> [Exercise]
Up to and including the line with "position:absolute; left:822px; top:12px;", reproduce the listing below exactly, beginning at its first line.

> [Information supplied]
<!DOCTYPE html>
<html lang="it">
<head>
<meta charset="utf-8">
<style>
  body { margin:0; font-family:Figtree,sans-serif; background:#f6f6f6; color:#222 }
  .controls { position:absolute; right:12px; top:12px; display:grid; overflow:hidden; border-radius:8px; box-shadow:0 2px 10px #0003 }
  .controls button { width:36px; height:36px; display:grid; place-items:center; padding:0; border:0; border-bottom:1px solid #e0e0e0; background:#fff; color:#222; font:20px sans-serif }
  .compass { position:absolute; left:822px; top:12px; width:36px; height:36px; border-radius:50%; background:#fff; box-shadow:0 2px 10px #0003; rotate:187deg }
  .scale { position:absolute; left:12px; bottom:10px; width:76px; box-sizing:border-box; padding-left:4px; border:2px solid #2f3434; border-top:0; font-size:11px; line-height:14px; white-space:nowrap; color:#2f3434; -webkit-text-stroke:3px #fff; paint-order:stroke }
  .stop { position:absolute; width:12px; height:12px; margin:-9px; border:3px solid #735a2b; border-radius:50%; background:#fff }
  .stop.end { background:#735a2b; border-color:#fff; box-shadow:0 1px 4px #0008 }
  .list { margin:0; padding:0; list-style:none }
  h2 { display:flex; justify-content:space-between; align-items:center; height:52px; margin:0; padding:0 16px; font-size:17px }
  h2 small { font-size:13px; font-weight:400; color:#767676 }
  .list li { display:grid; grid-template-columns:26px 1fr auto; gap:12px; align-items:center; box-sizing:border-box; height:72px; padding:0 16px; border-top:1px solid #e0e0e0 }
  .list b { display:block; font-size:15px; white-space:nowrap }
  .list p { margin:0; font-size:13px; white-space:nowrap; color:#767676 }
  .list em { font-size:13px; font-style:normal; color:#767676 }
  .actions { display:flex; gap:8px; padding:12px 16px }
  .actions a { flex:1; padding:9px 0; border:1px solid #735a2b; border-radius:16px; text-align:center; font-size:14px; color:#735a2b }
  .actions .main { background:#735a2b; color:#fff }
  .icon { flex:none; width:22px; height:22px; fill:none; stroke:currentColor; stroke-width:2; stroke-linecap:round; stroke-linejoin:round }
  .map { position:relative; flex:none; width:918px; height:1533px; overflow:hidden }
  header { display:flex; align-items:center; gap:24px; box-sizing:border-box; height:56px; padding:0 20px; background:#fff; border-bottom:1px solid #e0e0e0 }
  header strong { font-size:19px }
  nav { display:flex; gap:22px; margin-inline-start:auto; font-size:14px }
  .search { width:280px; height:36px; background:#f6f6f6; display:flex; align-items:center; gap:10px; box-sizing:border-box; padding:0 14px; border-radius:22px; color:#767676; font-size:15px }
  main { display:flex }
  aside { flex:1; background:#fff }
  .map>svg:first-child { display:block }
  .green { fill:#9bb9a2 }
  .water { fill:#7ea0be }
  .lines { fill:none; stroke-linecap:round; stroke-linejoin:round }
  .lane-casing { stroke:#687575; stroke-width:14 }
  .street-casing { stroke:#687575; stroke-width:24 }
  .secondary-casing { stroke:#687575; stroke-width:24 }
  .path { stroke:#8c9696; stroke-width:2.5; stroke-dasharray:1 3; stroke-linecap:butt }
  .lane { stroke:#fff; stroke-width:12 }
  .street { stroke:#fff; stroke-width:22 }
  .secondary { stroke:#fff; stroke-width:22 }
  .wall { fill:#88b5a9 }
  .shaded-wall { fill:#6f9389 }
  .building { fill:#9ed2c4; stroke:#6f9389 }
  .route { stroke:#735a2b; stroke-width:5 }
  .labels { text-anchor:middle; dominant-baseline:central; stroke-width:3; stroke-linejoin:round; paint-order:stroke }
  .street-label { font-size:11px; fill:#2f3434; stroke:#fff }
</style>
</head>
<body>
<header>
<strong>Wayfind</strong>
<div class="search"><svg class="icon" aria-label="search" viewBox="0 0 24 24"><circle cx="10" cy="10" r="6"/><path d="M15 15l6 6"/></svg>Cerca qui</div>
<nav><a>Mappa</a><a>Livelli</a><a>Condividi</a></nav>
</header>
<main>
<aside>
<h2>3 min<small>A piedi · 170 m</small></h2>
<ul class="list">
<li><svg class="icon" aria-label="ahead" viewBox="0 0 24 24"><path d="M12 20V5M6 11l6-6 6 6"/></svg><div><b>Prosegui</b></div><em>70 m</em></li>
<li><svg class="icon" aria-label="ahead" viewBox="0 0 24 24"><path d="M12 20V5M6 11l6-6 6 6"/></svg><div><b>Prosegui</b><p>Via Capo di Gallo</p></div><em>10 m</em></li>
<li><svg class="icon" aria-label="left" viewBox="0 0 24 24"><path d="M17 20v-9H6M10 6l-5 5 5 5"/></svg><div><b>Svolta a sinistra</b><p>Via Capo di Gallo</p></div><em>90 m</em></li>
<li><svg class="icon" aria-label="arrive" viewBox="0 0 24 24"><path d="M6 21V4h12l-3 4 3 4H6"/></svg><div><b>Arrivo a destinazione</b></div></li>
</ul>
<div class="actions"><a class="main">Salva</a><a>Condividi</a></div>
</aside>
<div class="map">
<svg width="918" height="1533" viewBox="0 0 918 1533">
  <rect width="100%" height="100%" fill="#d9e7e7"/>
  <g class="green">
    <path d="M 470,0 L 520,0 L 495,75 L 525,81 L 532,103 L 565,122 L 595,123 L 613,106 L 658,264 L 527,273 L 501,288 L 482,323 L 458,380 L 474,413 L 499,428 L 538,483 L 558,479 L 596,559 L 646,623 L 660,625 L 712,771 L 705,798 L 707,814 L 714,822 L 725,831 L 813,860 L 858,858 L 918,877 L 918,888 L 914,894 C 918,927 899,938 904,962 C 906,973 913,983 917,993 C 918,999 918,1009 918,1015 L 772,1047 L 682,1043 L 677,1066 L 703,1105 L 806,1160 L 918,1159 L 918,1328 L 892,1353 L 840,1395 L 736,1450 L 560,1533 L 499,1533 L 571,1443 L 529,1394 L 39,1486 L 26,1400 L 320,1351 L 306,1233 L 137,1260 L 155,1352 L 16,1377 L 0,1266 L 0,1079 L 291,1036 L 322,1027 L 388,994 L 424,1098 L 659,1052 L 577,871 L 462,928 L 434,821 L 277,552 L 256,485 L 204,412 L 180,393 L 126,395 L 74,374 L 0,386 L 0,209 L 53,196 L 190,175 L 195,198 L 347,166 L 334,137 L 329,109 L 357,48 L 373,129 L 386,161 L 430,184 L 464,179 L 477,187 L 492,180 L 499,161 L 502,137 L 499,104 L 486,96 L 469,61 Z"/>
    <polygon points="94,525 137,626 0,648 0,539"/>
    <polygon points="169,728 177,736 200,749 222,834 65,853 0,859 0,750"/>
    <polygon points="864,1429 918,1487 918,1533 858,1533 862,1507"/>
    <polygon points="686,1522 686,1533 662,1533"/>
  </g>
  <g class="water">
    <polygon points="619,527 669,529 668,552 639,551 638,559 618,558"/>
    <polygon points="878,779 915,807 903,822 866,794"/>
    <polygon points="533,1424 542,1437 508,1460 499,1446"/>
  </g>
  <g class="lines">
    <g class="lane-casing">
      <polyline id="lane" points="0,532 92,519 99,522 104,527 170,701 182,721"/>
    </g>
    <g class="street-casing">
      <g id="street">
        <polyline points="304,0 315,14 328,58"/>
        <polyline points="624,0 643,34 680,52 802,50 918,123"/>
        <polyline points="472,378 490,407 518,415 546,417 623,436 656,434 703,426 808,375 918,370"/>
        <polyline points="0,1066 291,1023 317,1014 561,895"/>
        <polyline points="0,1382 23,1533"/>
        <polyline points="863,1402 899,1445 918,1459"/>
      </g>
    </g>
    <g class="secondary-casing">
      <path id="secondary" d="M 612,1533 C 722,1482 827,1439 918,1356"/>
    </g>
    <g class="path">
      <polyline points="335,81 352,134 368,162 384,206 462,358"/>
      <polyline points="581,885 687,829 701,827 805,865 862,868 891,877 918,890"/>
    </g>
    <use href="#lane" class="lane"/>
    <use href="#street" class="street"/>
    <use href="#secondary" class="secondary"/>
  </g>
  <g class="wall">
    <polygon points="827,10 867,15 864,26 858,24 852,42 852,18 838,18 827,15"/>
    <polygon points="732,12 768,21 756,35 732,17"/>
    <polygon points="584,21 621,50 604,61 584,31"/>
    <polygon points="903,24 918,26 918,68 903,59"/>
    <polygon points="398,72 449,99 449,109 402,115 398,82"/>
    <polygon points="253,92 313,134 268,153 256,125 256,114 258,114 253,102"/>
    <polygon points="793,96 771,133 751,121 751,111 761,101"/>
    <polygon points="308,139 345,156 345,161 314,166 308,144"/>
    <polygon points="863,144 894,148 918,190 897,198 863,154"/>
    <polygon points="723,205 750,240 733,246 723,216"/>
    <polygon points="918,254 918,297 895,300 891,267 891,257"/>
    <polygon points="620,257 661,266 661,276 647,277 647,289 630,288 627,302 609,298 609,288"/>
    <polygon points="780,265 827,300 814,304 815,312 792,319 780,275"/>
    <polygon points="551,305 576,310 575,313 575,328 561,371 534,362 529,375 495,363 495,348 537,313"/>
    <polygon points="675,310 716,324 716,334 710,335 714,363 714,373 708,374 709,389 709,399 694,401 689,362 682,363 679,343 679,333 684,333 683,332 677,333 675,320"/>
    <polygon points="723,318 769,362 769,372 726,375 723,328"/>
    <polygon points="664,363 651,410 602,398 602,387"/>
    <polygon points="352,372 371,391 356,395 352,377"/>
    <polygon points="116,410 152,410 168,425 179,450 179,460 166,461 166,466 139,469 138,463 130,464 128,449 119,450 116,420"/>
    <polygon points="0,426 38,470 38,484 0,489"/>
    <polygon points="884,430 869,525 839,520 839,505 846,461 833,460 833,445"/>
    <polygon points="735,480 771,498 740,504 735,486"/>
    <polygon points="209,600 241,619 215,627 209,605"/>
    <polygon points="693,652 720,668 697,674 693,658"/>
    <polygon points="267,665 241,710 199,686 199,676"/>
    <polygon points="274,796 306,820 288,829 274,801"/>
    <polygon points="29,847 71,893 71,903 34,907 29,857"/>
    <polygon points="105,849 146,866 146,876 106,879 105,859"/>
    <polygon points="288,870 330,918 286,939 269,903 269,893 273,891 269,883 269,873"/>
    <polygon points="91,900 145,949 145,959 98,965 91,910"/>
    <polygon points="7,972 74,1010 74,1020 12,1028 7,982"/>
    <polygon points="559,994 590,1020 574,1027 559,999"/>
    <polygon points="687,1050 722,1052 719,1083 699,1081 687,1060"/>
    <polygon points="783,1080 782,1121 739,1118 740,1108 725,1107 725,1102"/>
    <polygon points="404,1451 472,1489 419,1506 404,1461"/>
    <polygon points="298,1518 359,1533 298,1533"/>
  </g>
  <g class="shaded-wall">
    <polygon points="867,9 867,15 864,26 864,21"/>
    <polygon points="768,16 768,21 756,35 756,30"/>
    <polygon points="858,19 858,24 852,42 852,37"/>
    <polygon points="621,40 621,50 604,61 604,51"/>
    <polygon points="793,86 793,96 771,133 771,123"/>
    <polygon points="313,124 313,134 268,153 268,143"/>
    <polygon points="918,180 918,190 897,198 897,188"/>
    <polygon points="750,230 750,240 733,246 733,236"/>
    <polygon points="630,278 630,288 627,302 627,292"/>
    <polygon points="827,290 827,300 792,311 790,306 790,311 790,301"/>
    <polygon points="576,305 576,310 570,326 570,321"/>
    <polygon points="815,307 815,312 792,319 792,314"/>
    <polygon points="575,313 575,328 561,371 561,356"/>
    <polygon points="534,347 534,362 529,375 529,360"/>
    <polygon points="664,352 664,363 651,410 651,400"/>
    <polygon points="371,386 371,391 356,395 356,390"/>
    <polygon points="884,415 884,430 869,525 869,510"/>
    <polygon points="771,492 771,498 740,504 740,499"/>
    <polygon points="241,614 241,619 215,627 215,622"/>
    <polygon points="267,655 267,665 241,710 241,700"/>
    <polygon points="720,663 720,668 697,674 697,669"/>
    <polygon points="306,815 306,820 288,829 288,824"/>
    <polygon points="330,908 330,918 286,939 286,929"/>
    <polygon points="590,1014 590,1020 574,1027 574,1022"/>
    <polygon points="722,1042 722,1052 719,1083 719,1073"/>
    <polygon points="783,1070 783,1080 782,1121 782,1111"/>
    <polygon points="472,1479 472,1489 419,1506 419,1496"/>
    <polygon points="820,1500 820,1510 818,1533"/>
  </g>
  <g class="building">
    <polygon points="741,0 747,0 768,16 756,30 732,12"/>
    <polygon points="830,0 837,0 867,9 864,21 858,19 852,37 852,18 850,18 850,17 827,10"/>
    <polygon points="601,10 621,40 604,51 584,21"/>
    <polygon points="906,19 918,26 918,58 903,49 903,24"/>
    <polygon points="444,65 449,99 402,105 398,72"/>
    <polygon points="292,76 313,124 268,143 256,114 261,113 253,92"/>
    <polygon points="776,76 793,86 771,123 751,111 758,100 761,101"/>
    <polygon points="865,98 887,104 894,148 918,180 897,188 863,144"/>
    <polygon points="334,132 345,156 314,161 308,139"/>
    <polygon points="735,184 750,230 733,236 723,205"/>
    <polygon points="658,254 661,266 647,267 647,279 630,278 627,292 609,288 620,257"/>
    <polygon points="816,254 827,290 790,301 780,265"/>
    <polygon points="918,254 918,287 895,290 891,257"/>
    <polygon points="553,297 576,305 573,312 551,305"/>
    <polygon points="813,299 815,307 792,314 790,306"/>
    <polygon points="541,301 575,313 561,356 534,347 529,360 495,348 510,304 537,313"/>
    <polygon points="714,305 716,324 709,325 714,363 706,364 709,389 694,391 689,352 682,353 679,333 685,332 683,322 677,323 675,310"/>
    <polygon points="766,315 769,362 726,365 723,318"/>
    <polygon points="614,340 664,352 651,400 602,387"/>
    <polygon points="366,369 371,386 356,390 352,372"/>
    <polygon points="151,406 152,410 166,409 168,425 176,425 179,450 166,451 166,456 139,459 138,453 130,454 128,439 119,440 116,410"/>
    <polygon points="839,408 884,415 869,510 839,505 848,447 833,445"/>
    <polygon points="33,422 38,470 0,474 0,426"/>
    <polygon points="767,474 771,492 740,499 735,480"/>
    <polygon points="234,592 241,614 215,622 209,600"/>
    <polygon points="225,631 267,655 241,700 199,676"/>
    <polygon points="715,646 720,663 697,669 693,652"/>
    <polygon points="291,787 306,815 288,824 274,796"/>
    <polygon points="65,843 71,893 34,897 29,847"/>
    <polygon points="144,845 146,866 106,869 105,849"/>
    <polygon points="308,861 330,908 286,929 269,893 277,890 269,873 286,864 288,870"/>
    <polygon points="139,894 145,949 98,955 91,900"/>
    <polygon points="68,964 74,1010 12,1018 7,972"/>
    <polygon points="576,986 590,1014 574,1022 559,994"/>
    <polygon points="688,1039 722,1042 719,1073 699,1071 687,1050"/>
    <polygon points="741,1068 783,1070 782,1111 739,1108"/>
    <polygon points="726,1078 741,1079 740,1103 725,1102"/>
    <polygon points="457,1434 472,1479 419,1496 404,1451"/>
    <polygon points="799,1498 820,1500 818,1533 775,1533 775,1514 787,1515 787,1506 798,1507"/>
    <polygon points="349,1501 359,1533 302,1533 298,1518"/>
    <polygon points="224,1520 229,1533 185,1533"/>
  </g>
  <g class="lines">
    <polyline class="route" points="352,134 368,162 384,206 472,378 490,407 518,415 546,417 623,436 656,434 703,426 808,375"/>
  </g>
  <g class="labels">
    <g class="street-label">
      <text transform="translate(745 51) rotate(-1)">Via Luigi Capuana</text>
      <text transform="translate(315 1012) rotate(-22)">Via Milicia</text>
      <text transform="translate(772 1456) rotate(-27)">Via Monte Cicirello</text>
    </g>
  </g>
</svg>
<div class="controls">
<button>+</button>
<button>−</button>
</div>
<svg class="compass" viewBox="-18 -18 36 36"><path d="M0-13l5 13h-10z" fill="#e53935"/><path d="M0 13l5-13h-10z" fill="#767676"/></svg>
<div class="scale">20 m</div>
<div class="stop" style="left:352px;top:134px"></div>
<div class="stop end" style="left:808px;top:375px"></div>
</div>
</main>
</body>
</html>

> [Exercise output]
<!DOCTYPE html>
<html lang="it">
<head>
<meta charset="utf-8">
<style>
  body { margin:0; font-family:Figtree,sans-serif; background:#f6f6f6; color:#222 }
  .controls { position:absolute; right:12px; top:12px; display:grid; overflow:hidden; border-radius:8px; box-shadow:0 2px 10px #0003 }
  .controls button { width:36px; height:36px; display:grid; place-items:center; padding:0; border:0; border-bottom:1px solid #e0e0e0; background:#fff; color:#222; font:20px sans-serif }
  .compass { position:absolute; left:822px; top:12px; width:36px; height:36px; border-radius:50%; background:#fff; box-shadow:0 2px 10px #0003; rotate:187deg }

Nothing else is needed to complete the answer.